Department of Biomedical Engineering, Duke University, Durham, North Carolina, United States.
Joint Department of Biomedical Engineering, Medical College of Wisconsin, Marquette University, Milwaukee, Wisconsin, United States.
Am J Physiol Renal Physiol. 2023 Dec 1;325(6):F757-F769. doi: 10.1152/ajprenal.00123.2023. Epub 2023 Oct 5.

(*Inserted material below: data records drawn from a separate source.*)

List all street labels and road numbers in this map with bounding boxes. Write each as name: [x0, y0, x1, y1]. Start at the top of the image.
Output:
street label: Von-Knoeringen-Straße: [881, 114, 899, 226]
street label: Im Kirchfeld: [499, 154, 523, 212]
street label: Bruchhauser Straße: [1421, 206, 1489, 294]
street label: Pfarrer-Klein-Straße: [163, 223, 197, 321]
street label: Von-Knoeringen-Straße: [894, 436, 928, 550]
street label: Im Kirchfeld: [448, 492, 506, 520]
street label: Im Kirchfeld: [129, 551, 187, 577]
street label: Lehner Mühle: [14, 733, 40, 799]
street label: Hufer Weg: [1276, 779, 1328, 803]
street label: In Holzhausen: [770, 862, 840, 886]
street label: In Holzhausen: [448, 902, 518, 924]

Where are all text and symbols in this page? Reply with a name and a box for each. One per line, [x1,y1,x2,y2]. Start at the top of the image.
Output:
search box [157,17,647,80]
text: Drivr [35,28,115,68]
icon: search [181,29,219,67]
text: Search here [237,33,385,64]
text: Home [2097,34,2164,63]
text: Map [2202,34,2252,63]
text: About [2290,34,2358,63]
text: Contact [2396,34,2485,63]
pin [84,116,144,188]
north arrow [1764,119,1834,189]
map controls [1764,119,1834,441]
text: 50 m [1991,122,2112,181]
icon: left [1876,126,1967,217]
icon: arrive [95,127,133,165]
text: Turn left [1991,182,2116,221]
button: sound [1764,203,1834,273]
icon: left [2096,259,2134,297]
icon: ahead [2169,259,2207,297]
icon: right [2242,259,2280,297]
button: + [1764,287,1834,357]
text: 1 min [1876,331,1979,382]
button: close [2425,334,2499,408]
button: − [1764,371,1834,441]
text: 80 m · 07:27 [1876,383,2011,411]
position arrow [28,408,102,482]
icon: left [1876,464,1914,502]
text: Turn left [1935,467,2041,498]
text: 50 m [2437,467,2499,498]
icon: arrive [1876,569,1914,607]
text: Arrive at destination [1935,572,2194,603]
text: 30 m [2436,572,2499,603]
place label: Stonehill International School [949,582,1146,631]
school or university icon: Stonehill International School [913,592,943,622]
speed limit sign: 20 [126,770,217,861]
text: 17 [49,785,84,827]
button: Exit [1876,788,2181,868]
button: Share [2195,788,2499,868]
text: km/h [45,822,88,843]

The stimulation paradigm for sacral neuromodulation has remained largely unchanged since its inception. We sought to determine, in rats, whether stimulation-induced increases in bladder capacity correlated with the proportion of sensory pudendal (PudS) neurons at each stimulated location (L6, S1). If supported, this finding could guide the choice of stimulation side (left/right) and level (S2, S3, S4) in humans. Unexpectedly, we observed that acute stimulation at clinically relevant (low) amplitudes [1-1.5 × motor threshold (T)], did not increase bladder capacity, regardless of stimulus location (L6 or S1). More importantly for the ability to test our hypothesis, there was little anatomic variation, and S1 infrequently contributed nerve fibers to the PudS nerve. During mapping studies we noticed that large increases in PudS nerve activation occurred at amplitudes exceeding 2T. Thus, additional cystometric studies were conducted, this time with stimulation of the L6-S1 trunk, to examine further the relationship between stimulation amplitude and cystometric parameters. Stimulation at 1T to 6T evoked increases in bladder capacity and decreases in voiding efficiency that mirrored those produced by PudS nerve stimulation. Many animal studies involving electrical stimulation of nerves of the lower urinary tract use stimulation amplitudes that exceed those used clinically (∼1T). Our results confirm that high amplitudes generate immediate changes in cystometric parameters; however, the relationship to low-amplitude chronic stimulation in humans remains unclear. Additional studies are needed to understand changes that occur with chronic stimulation, how these changes relate to therapeutic outcomes, and the contribution of specific nerve fibers to these changes. Acute low-amplitude electrical stimulation of sacral nerve (sacral neuromodulation) did not increase bladder capacity in anesthetized CD, obese-prone, or obese-resistant rats. Increasing stimulation amplitude correlated with increases in bladder capacity and pudendal sensory nerve recruitment. It is unclear how the high-amplitude acute stimulation that is commonly used in animal experiments to generate immediate effects compares mechanistically to the chronic low-amplitude stimulation used clinically.
骶神经调节的刺激模式自出现以来基本保持不变。我们试图在大鼠中确定,刺激引起的膀胱容量增加是否与每个刺激部位(L6、S1)的感觉阴部(PudS)神经元的比例相关。如果得到支持,这一发现可以指导在人类中选择刺激侧(左/右)和水平(S2、S3、S4)。出乎意料的是,我们观察到,在临床相关(低)幅度[1-1.5×运动阈值(T)]下进行急性刺激,无论刺激部位(L6 或 S1)如何,均不会增加膀胱容量。对我们假设的检验能力而言,更重要的是,解剖变异很小,S1 很少有神经纤维贡献给 PudS 神经。在映射研究中,我们注意到在超过 2T 的幅度下,PudS 神经激活会大幅增加。因此,进行了额外的膀胱测压研究,这次是刺激 L6-S1 干,以进一步研究刺激幅度和膀胱测压参数之间的关系。在 1T 至 6T 的刺激下,膀胱容量增加,排尿效率降低,与 PudS 神经刺激产生的效果相似。许多涉及下尿路神经电刺激的动物研究使用的刺激幅度超过临床使用的幅度(约 1T)。我们的结果证实,高幅度会立即改变膀胱测压参数;然而,在人类中,与低幅度慢性刺激的关系尚不清楚。需要进一步研究以了解慢性刺激引起的变化,这些变化与治疗结果的关系,以及特定神经纤维对这些变化的贡献。急性低幅度骶神经电刺激(骶神经调节)未增加麻醉 CD、肥胖易感或肥胖抵抗大鼠的膀胱容量。增加刺激幅度与膀胱容量增加和阴部感觉神经募集相关。目前尚不清楚,在动物实验中,通常用于产生即时效果的高幅度急性刺激在机制上与临床上使用的慢性低幅度刺激有何不同。